Britainy Anne Beshear (née Colman; born July 11, 1979) has been serving as the first lady of Kentucky since 2019, as the wife of Governor Andy Beshear. She is known for her advocacy in combatting human trafficking and supporting victims of domestic violence.

== Early life ==
Beshear was born Britainy Colman in Rancho Palos Verdes, California, to Allan and Robin Colman.

She has been a volunteer at her children's school and Family Scholar House. In 2016, Beshear and her husband founded the Hope Gallery art exhibit that features works by youth assisted by Family Scholar House. From 2013 to 2019, she served on the board of directors of Maryhurst, an organization that provides social services.
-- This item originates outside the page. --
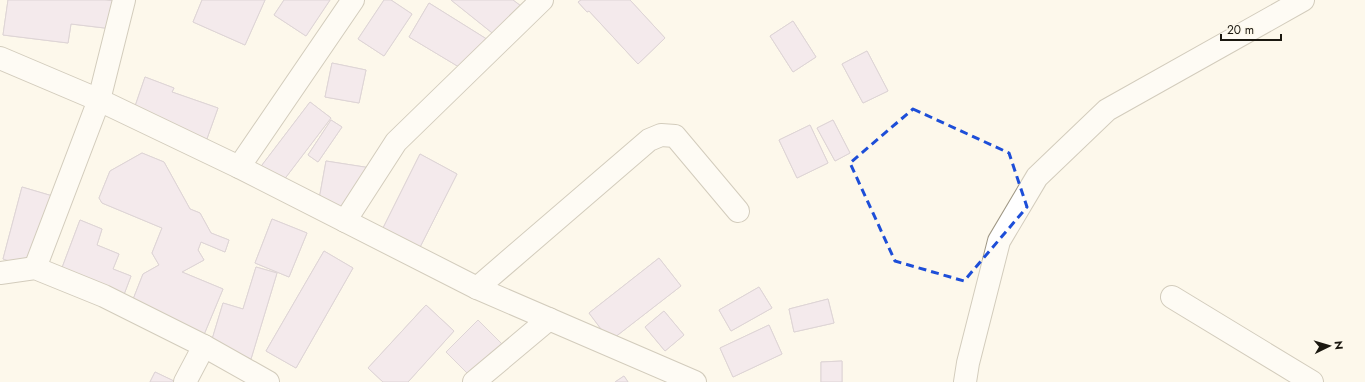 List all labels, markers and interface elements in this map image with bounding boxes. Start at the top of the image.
scale bar [1221,16,1281,42]
text: 20 m [1227,21,1254,39]
north arrow [1309,326,1349,366]
text: N [1331,340,1347,350]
== First Lady of Kentucky (2019–present) ==
Beshear became first lady of Kentucky on December 10, 2019, when her husband, Andy Beshear, became the 63rd governor of Kentucky. During her first six months as the first lady, she started the Coverings for Kids campaign advocating for face masks during the COVID-19 pandemic. In January 2021, Beshear issued a statement against political divisiveness and called for unity in the state. That year, she started a toy drive which collected over 20,000 toys for families impacted by the 2021 Western Kentucky tornado. She did a drive in 2022 for children impacted by the July–August 2022 United States floods.
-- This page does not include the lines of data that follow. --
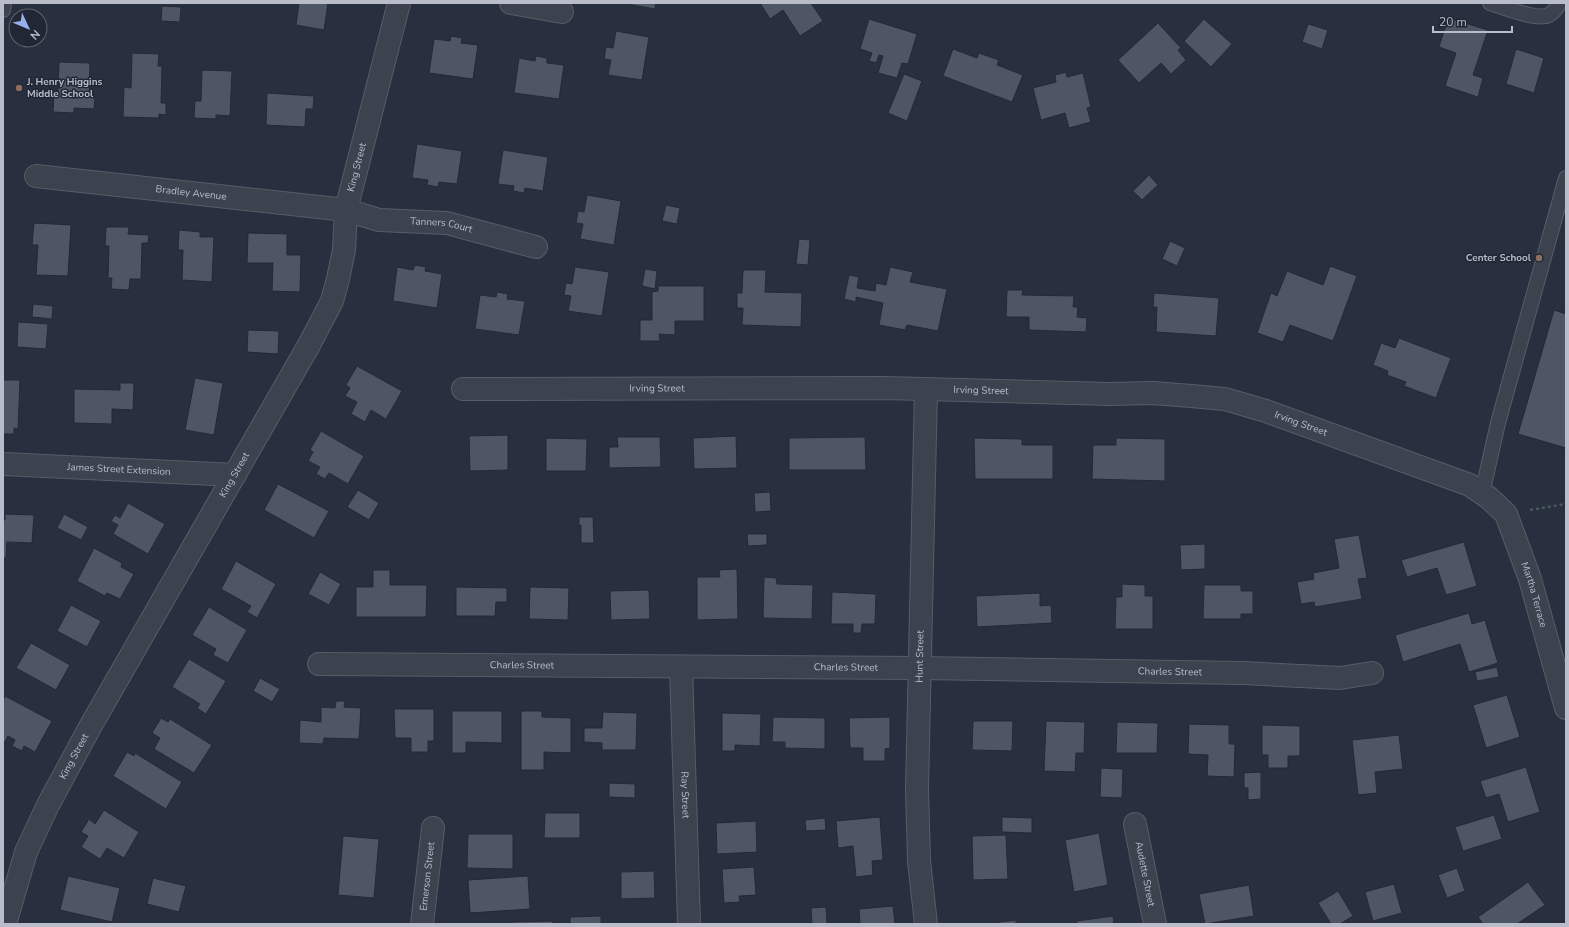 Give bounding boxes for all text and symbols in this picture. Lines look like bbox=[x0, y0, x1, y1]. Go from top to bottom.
north arrow bbox=[8, 8, 48, 48]
scale bar bbox=[1433, 8, 1512, 34]
text: 20 m bbox=[1439, 14, 1467, 30]
text: N bbox=[27, 26, 43, 43]
place label: J. Henry Higgins Middle School bbox=[26, 75, 103, 101]
marker: J. Henry Higgins Middle School bbox=[14, 83, 24, 93]
street label: King Street bbox=[344, 141, 370, 193]
street label: Bradley Avenue bbox=[155, 182, 227, 204]
street label: Tanners Court bbox=[410, 214, 475, 237]
place label: Center School bbox=[1466, 251, 1532, 265]
marker: Center School bbox=[1534, 253, 1544, 263]
street label: Irving Street bbox=[629, 381, 685, 396]
street label: Irving Street bbox=[953, 383, 1009, 398]
street label: Irving Street bbox=[1272, 408, 1330, 440]
street label: King Street bbox=[216, 449, 253, 500]
street label: James Street Extension bbox=[66, 460, 171, 479]
street label: Martha Terrace bbox=[1517, 560, 1550, 629]
street label: Hunt Street bbox=[912, 630, 928, 683]
street label: Charles Street bbox=[490, 658, 555, 673]
street label: Charles Street bbox=[814, 660, 879, 675]
street label: Charles Street bbox=[1138, 664, 1203, 679]
street label: King Street bbox=[56, 731, 92, 782]
street label: Ray Street bbox=[677, 771, 693, 819]
street label: Audette Street bbox=[1132, 840, 1158, 908]
street label: Emerson Street bbox=[417, 841, 438, 912]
In support of victims of domestic violence, Beshear works with the Shop and Share program started by former first lady Jane Beshear. Beshear is a member of the National Coalition for the Prevention of Human Sex Trafficking. Before the 2023 Kentucky Derby, she spoke to raise awareness of human trafficking. On April 21, 2023, Beshear traveled to Fort Knox April 21 for Purple Up Day to honor the month of the military child.

== Personal life ==
Beshear married Andy Beshear on April 1, 2006. They have a son and a daughter. She is a deacon at Beargrass Christian, a Disciples of Christ church in St. Matthews, Kentucky.